Exercise material.
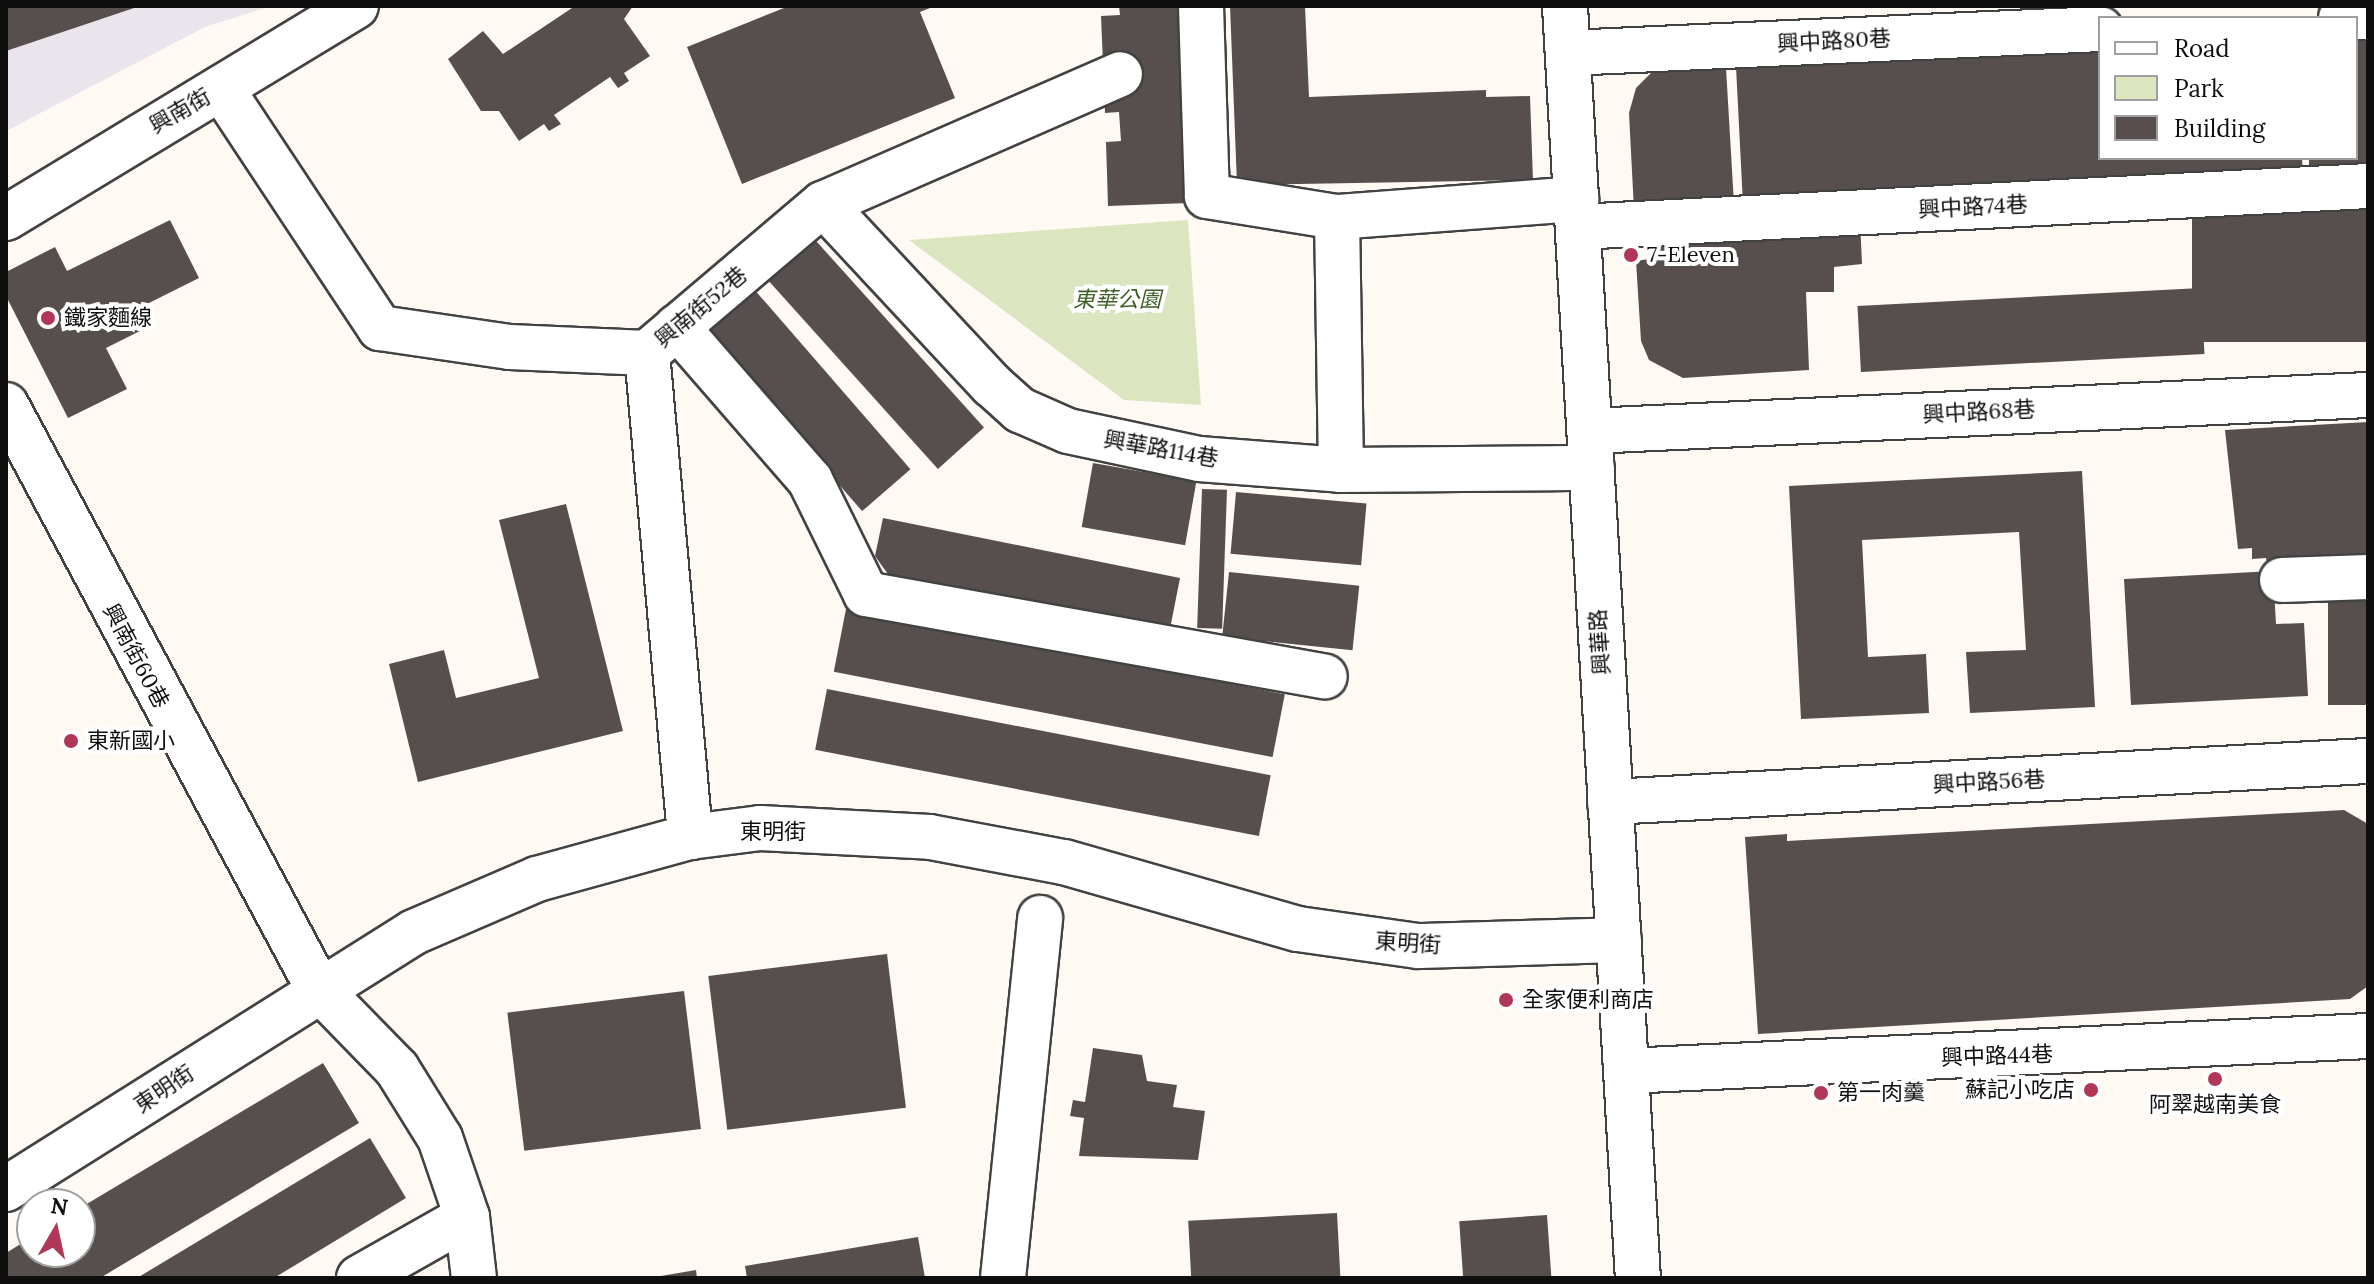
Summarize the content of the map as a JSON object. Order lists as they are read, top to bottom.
{
  "streets": {
    "street": [
      "興中路80巷",
      "興南街",
      "興中路74巷",
      "興南街52巷",
      "興中路68巷",
      "興華路114巷",
      "興華路",
      "興南街60巷",
      "興中路56巷",
      "東明街",
      "興中路44巷"
    ]
  },
  "crossings": [
    ["興中路80巷", "興華路"],
    ["興南街", "興南街52巷"],
    ["興中路74巷", "興華路"],
    ["興南街52巷", "興華路114巷"],
    ["興中路68巷", "興華路114巷"],
    ["興中路68巷", "興華路"],
    ["興華路114巷", "興華路"],
    ["興華路", "興中路56巷"],
    ["興華路", "東明街"],
    ["興華路", "興中路44巷"],
    ["興南街60巷", "東明街"]
  ],
  "parks": ["東華公園"],
  "places": [
    "7-Eleven",
    "鐵家麵線",
    "東新國小",
    "全家便利商店",
    "阿翠越南美食",
    "蘇記小吃店",
    "第一肉羹"
  ],
  "legend": ["Road", "Park", "Building"],
  "north": "top"
}
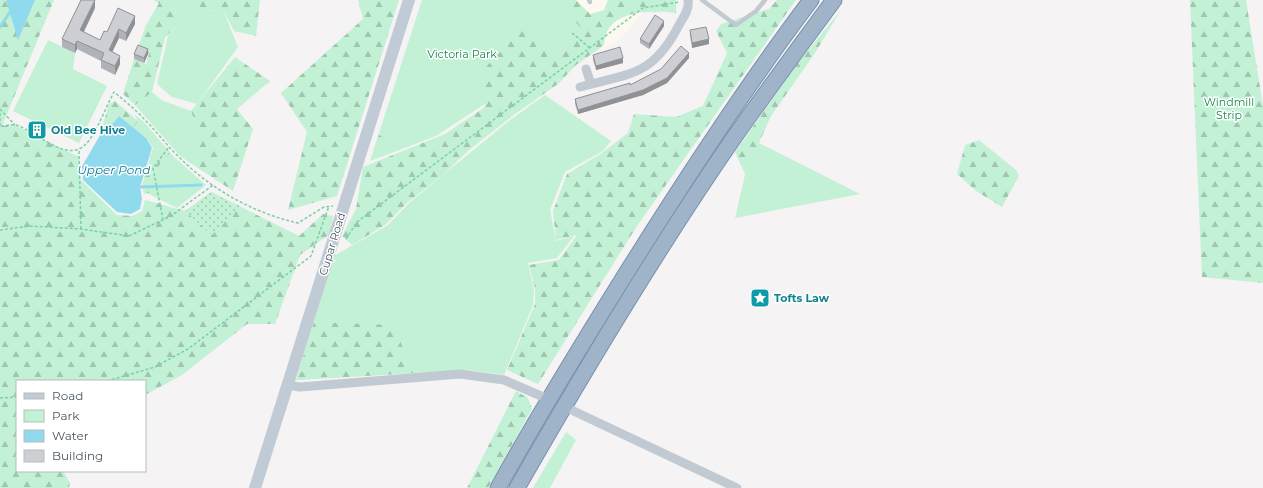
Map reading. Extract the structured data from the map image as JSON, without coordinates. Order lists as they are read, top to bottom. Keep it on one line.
{"streets":{"main road":["Cupar Road"]},"water":["Upper Pond"],"parks":["Victoria Park","Windmill Strip"],"places":{"building":["Old Bee Hive"],"place":["Tofts Law"]},"legend":["Road","Park","Water","Building"]}
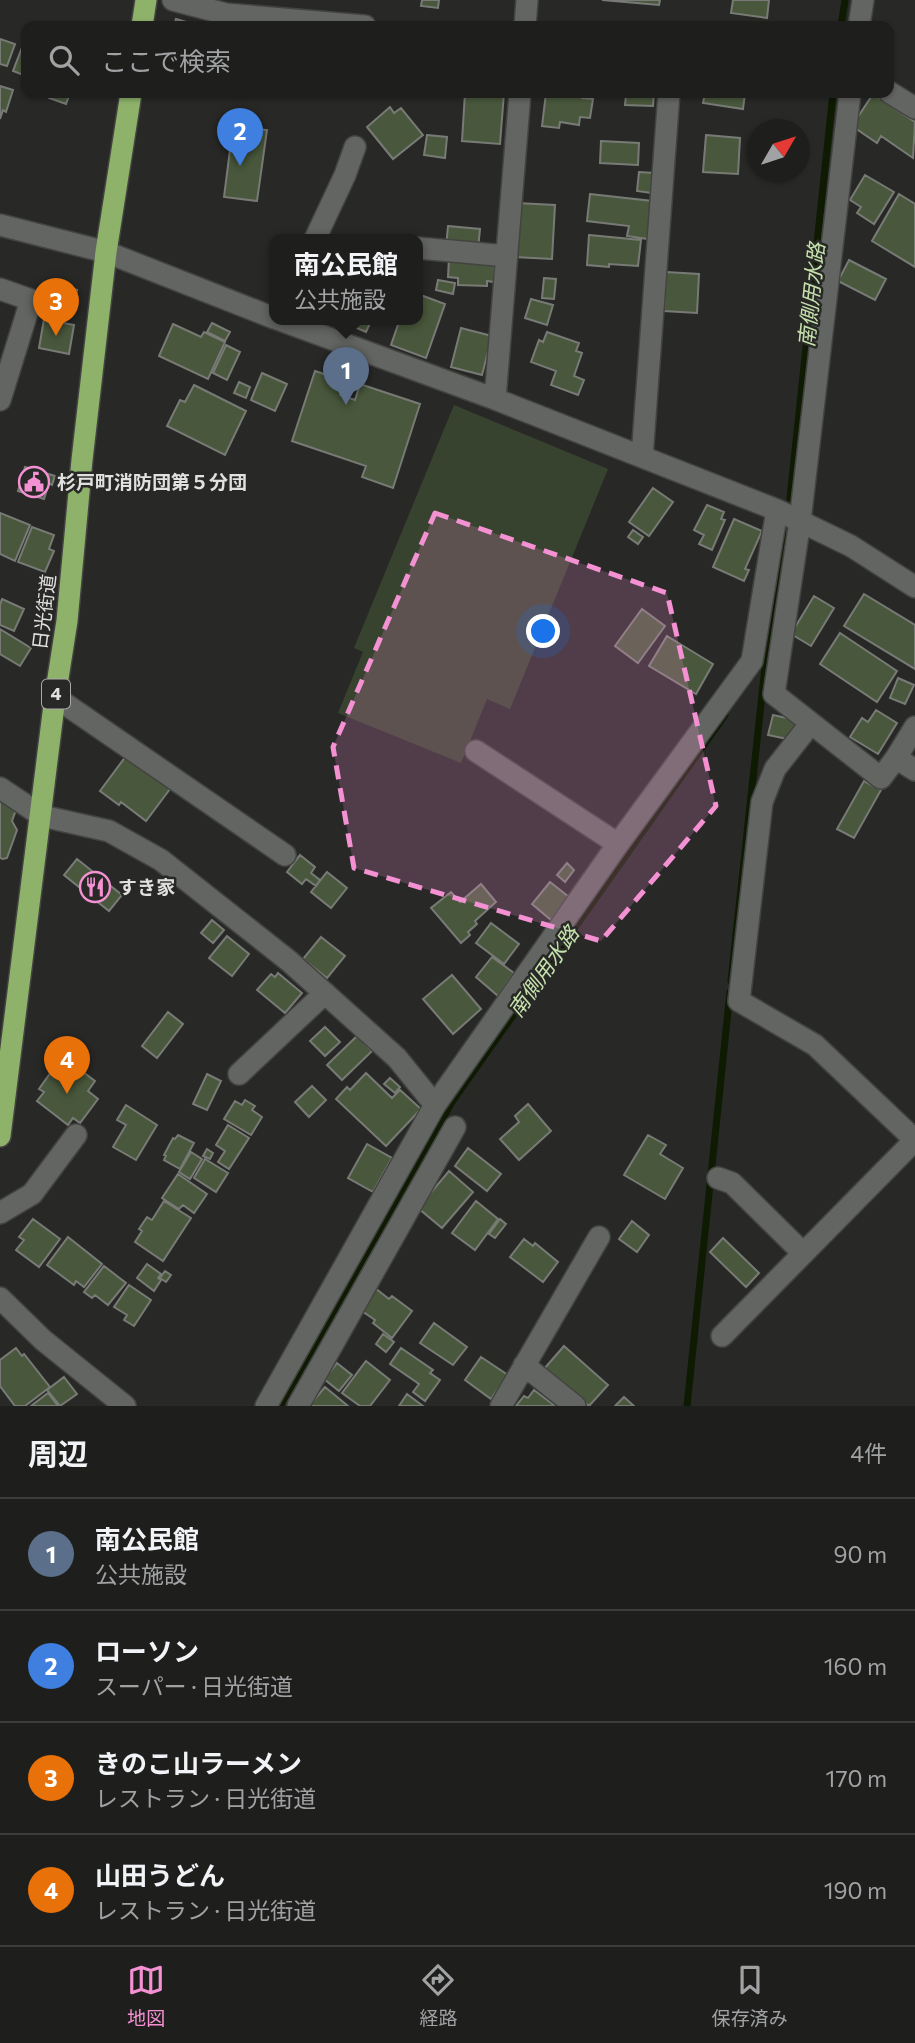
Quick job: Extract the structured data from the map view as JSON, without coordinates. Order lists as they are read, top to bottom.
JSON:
{
  "streets": {
    "highway": ["日光街道", "4"]
  },
  "water": ["南側用水路"],
  "places": {
    "public building": ["杉戸町消防団第５分団"],
    "restaurant": ["すき家"]
  },
  "north": "top right",
  "page": {
    "search": "ここで検索",
    "pins": [
      "2",
      "3",
      "1",
      "4"
    ],
    "popup": ["南公民館", "公共施設"],
    "heading": ["周辺", "4件"],
    "list": [
      {
        "mark": "1",
        "name": "南公民館",
        "note": "公共施設",
        "value": "90 m"
      },
      {
        "mark": "2",
        "name": "ローソン",
        "note": "スーパー · 日光街道",
        "value": "160 m"
      },
      {
        "mark": "3",
        "name": "きのこ山ラーメン",
        "note": "レストラン · 日光街道",
        "value": "170 m"
      },
      {
        "mark": "4",
        "name": "山田うどん",
        "note": "レストラン · 日光街道",
        "value": "190 m"
      }
    ],
    "nav": ["地図", "経路", "保存済み"]
  }
}
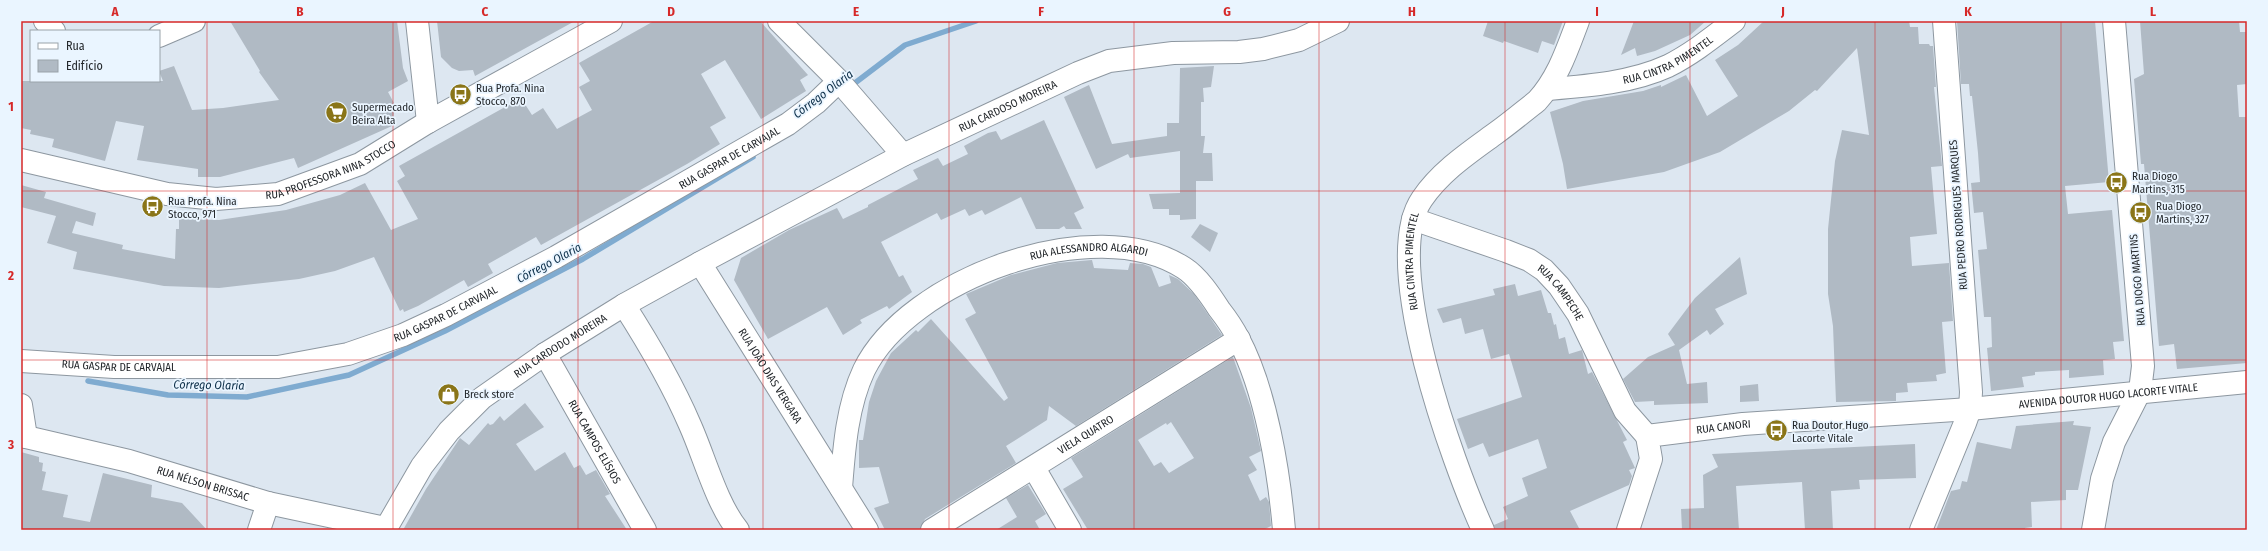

What to work on.
Apart from the pictures, return the records exactly.

Finished exercise.
Summarize the content of the map as a JSON object. Order lists as they are read, top to bottom.
{
  "streets": {
    "street": [
      "興中路80巷",
      "興南街",
      "興中路74巷",
      "興南街52巷",
      "興中路68巷",
      "興華路114巷",
      "興華路",
      "興南街60巷",
      "興中路56巷",
      "東明街",
      "興中路44巷"
    ]
  },
  "crossings": [
    ["興中路80巷", "興華路"],
    ["興南街", "興南街52巷"],
    ["興中路74巷", "興華路"],
    ["興南街52巷", "興華路114巷"],
    ["興中路68巷", "興華路114巷"],
    ["興中路68巷", "興華路"],
    ["興華路114巷", "興華路"],
    ["興華路", "興中路56巷"],
    ["興華路", "東明街"],
    ["興華路", "興中路44巷"],
    ["興南街60巷", "東明街"]
  ],
  "parks": ["東華公園"],
  "places": [
    "7-Eleven",
    "鐵家麵線",
    "東新國小",
    "全家便利商店",
    "阿翠越南美食",
    "蘇記小吃店",
    "第一肉羹"
  ],
  "legend": ["Road", "Park", "Building"],
  "north": "top"
}
Map reading. Extract the structured data from the map image as JSON, without coordinates. Order lists as they are read, top to bottom. Keep it on one line.
{"streets":{"main road":["Cupar Road"]},"water":["Upper Pond"],"parks":["Victoria Park","Windmill Strip"],"places":{"building":["Old Bee Hive"],"place":["Tofts Law"]},"legend":["Road","Park","Water","Building"]}
Quick job: Extract the structured data from the map view as JSON, without coordinates. Order lists as they are read, top to bottom.
JSON:
{
  "streets": {
    "highway": ["日光街道", "4"]
  },
  "water": ["南側用水路"],
  "places": {
    "public building": ["杉戸町消防団第５分団"],
    "restaurant": ["すき家"]
  },
  "north": "top right",
  "page": {
    "search": "ここで検索",
    "pins": [
      "2",
      "3",
      "1",
      "4"
    ],
    "popup": ["南公民館", "公共施設"],
    "heading": ["周辺", "4件"],
    "list": [
      {
        "mark": "1",
        "name": "南公民館",
        "note": "公共施設",
        "value": "90 m"
      },
      {
        "mark": "2",
        "name": "ローソン",
        "note": "スーパー · 日光街道",
        "value": "160 m"
      },
      {
        "mark": "3",
        "name": "きのこ山ラーメン",
        "note": "レストラン · 日光街道",
        "value": "170 m"
      },
      {
        "mark": "4",
        "name": "山田うどん",
        "note": "レストラン · 日光街道",
        "value": "190 m"
      }
    ],
    "nav": ["地図", "経路", "保存済み"]
  }
}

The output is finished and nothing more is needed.